I have started working on things for my DCC campaign using some constraints. This is helping. I love running games but I often find myself breaking down into analysis paralysis during planning. I often find myself worrying obsessively about distances, hex sizes, and other things are not really that important. My constraints are helping enormously.
I have decided to make use of:
1 wide-ruled composition notebook
The Dungeon Crawl Classics RPG core book
The Tome of Adventure Design
The Swords & Wizardry Monster book
And maybe some modules if the mood suits me.
After about an hour's work I have a reasonably fleshed out area map. Normally I would never reach this stage because I would be too worried about hex sizes.

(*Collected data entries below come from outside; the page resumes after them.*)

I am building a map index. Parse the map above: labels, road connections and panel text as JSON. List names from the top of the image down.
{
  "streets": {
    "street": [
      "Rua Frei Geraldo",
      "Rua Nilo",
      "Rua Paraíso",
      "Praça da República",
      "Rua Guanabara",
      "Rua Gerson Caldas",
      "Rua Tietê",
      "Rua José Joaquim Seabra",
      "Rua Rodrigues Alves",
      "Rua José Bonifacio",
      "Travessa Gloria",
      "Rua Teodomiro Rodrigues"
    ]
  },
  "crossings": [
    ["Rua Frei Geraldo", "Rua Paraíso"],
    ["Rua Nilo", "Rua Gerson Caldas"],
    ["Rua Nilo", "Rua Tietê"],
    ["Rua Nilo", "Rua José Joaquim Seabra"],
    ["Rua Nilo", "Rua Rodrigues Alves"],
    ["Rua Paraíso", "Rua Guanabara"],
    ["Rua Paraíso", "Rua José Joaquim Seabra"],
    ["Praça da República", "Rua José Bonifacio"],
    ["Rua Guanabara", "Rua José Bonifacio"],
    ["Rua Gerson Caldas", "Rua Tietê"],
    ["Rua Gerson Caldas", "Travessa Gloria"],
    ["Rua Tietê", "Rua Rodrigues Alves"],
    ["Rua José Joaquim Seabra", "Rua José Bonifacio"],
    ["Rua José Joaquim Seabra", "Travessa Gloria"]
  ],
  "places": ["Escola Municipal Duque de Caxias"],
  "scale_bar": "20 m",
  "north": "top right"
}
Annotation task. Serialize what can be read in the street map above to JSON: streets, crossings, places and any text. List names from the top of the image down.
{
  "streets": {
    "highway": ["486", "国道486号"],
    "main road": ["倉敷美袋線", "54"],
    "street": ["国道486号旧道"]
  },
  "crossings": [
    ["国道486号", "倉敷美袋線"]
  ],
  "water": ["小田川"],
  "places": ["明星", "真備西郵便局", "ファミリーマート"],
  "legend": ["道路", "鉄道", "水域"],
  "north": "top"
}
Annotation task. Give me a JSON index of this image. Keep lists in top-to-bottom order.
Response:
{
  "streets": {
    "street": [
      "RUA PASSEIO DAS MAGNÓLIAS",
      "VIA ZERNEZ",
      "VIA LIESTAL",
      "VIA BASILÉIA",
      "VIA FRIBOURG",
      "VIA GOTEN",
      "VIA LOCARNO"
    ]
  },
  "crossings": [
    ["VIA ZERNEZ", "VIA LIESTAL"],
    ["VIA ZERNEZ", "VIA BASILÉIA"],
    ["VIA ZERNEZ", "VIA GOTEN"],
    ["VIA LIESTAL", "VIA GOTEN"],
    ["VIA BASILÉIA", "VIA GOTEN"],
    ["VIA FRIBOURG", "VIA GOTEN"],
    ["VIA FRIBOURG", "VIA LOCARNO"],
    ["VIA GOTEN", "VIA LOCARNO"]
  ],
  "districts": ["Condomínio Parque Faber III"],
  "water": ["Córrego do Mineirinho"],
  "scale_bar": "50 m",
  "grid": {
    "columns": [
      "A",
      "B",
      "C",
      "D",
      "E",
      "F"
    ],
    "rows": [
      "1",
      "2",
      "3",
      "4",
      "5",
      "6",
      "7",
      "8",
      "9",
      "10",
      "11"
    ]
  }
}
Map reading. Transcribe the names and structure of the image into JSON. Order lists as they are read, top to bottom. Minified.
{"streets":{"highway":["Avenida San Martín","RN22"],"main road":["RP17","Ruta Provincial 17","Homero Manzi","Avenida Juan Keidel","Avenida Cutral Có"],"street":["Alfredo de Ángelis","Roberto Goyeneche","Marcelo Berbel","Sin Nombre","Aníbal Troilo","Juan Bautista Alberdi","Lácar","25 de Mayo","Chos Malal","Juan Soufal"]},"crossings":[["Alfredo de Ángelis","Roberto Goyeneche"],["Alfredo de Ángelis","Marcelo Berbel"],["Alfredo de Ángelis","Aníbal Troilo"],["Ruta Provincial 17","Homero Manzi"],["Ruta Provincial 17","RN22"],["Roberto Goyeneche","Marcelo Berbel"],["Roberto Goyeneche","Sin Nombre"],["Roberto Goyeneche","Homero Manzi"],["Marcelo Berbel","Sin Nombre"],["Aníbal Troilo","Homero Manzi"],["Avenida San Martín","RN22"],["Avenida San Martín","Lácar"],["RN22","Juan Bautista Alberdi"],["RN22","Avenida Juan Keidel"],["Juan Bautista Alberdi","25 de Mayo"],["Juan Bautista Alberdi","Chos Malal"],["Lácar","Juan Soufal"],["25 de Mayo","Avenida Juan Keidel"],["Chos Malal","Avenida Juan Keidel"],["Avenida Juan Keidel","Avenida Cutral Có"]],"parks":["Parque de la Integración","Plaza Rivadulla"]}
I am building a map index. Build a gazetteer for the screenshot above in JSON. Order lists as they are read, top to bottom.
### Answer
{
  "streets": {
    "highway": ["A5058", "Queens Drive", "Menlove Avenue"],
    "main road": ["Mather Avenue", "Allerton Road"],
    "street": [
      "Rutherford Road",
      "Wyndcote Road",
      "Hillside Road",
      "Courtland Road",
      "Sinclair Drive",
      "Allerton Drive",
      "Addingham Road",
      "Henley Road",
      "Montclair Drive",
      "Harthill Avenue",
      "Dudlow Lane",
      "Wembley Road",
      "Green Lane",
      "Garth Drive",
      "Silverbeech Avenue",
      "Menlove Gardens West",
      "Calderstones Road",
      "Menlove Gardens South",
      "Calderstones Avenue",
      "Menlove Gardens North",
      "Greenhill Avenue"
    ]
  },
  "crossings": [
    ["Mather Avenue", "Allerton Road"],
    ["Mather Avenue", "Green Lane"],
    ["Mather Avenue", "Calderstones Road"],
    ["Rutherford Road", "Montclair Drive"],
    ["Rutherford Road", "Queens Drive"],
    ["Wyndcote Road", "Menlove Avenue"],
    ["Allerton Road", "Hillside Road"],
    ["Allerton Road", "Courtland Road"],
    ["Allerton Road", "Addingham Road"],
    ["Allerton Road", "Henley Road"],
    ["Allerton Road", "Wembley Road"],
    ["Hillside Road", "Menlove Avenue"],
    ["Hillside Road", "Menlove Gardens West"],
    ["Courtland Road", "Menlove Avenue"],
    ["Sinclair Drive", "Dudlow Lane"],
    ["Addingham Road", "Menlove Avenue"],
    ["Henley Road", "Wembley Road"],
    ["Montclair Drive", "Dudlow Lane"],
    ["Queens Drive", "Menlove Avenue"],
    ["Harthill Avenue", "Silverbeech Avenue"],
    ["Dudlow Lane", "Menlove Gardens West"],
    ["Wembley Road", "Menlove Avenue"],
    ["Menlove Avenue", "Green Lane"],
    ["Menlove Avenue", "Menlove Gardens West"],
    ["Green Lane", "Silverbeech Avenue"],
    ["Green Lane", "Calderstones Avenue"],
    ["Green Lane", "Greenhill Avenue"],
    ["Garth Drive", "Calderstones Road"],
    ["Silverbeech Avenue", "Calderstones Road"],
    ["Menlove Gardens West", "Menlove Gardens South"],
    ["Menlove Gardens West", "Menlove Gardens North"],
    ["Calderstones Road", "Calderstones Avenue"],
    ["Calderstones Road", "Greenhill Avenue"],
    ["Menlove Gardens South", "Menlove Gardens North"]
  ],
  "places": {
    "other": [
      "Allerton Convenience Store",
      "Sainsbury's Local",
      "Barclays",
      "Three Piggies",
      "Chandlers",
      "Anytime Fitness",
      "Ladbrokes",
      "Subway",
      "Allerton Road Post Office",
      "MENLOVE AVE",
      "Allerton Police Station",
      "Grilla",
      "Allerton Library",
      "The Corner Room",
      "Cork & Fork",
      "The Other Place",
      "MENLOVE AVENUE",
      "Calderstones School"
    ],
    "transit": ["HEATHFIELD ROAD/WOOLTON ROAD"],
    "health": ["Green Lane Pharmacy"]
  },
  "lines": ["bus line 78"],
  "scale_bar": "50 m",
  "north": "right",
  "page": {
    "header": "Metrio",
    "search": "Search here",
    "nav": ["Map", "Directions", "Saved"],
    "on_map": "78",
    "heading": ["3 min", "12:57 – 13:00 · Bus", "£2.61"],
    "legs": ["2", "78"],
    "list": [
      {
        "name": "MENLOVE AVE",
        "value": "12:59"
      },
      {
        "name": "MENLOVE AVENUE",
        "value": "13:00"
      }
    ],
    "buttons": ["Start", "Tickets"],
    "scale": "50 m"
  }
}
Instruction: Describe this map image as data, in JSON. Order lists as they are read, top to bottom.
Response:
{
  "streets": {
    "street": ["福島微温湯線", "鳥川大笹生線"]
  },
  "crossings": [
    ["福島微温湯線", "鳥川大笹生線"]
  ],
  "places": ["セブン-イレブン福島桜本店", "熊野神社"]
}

The lack of scale is liberating. I could always take it, scan it, and apply a hex grid after the fact if I want some more precise distances.
I am also focusing on the small world notions of DCC RPG (the book suggests 100 miles square - 10,000 sq. miles - as being plenty for a lifetime of adventure). What I have in my tiny map so far: one tiny farming village, one small town, a haunted* forest, a weird monastery, a few ruins, and plenty of woods, hills, and marsh to put more goodies into.
I think from now on, I will stick with drawing first, worrying about distances and the like after, this is working so much better for me.
*or at least that's what people say.
Of course now that I am finally getting smart about how to plan for a game, my group appears to be on the verge of disintegration.